**TASK:** Produce a copy of every line in the records that holds the string "image".
START DATA TO EXAMINE
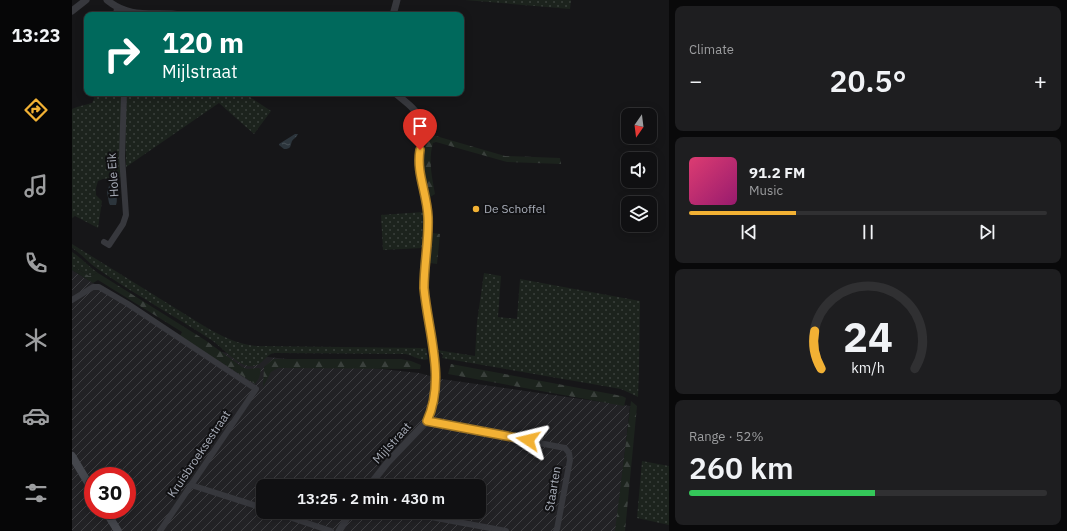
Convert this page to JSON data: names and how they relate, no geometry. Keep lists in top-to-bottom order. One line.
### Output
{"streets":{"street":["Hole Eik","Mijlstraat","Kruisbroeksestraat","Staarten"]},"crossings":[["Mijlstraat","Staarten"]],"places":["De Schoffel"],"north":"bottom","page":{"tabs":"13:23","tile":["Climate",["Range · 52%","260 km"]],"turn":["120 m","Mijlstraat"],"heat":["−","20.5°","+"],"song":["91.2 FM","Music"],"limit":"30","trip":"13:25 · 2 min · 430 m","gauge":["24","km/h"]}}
END DATA TO EXAMINE
START DATA TO EXAMINE
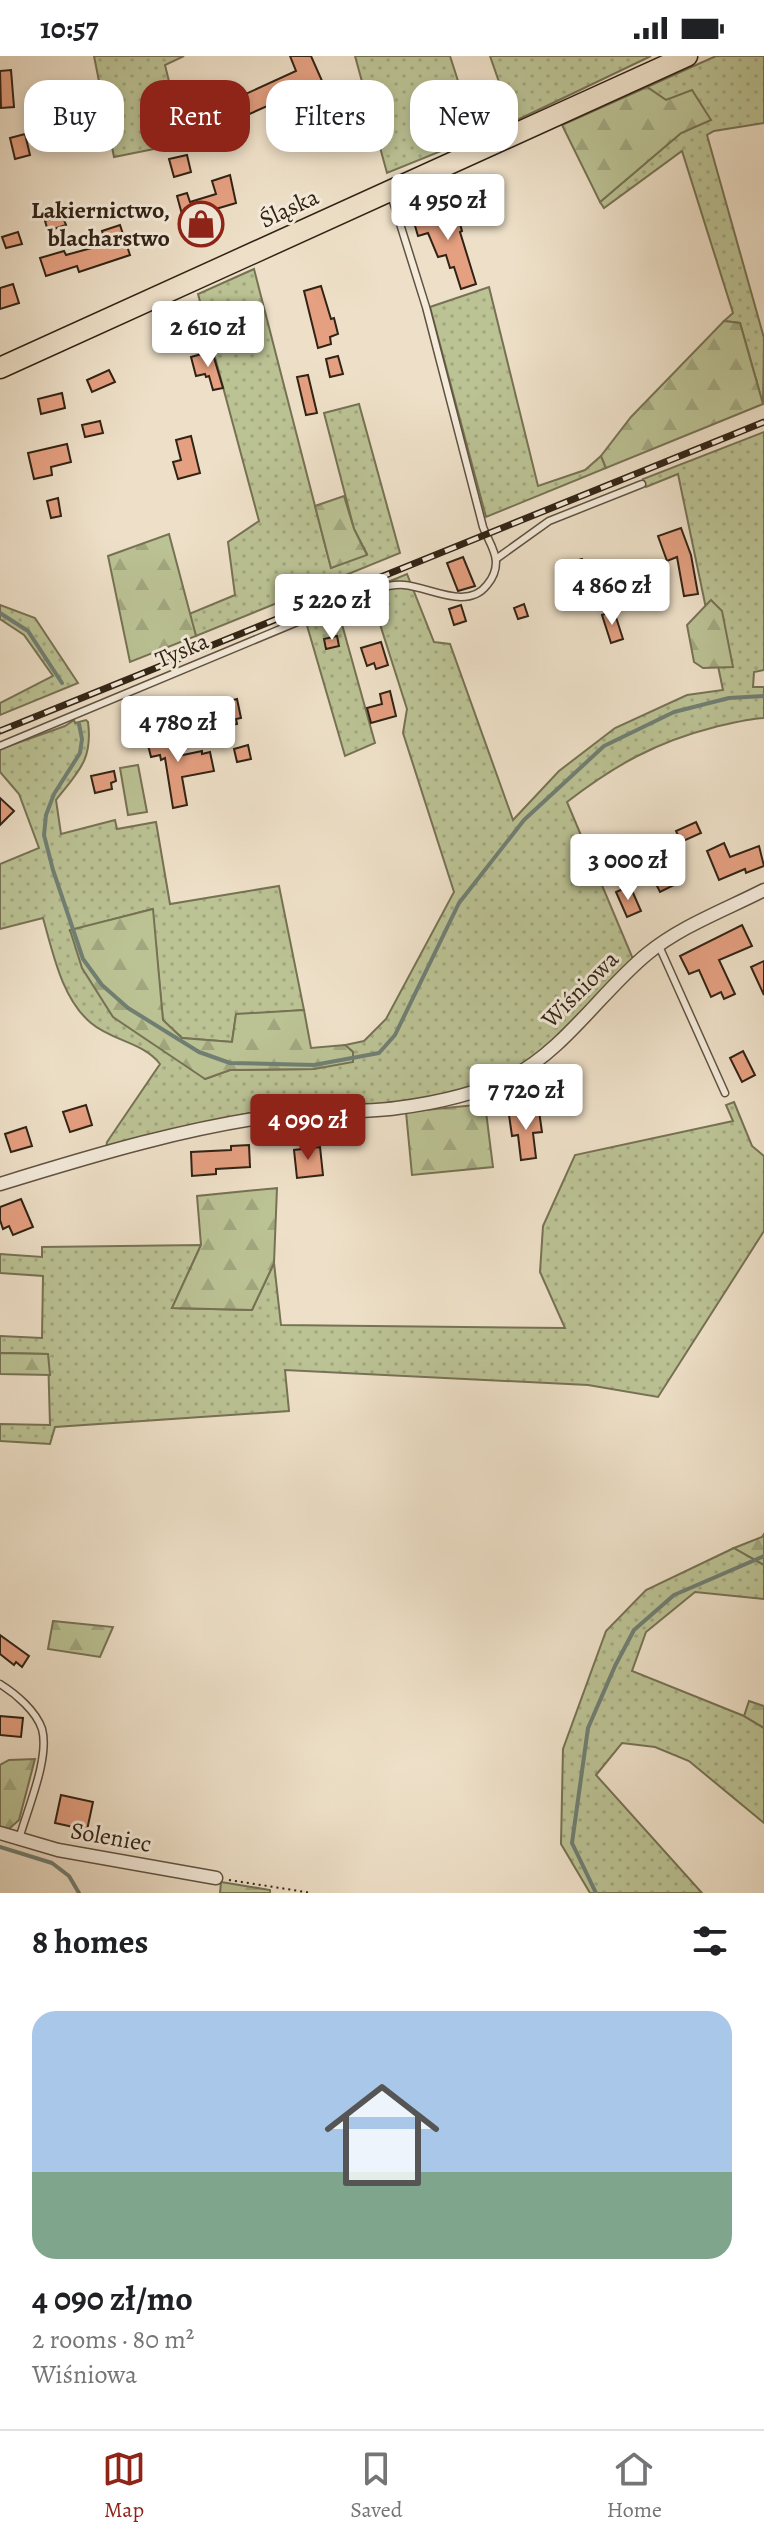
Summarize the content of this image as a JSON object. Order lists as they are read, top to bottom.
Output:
END DATA TO EXAMINE
START DATA TO EXAMINE
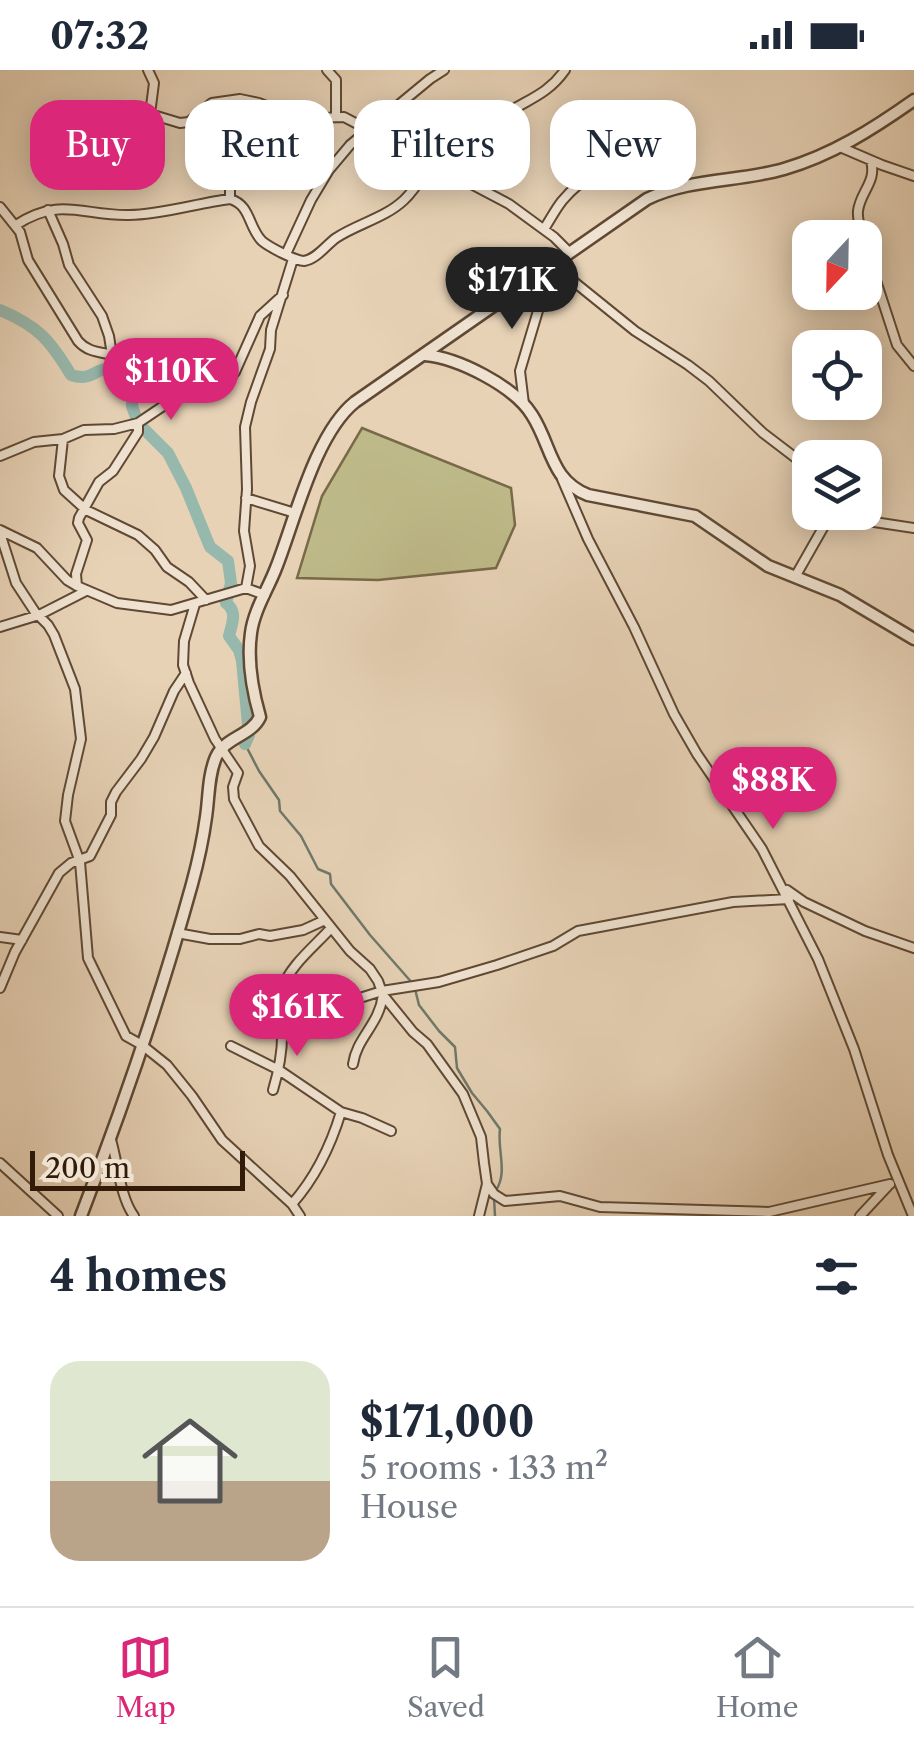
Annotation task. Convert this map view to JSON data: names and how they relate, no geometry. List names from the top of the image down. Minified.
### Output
END DATA TO EXAMINE
**YOUR SOLUTION:**
Summarize the content of this image as a JSON object. Order lists as they are read, top to bottom.
Annotation task. Convert this map view to JSON data: names and how they relate, no geometry. List names from the top of the image down. Minified.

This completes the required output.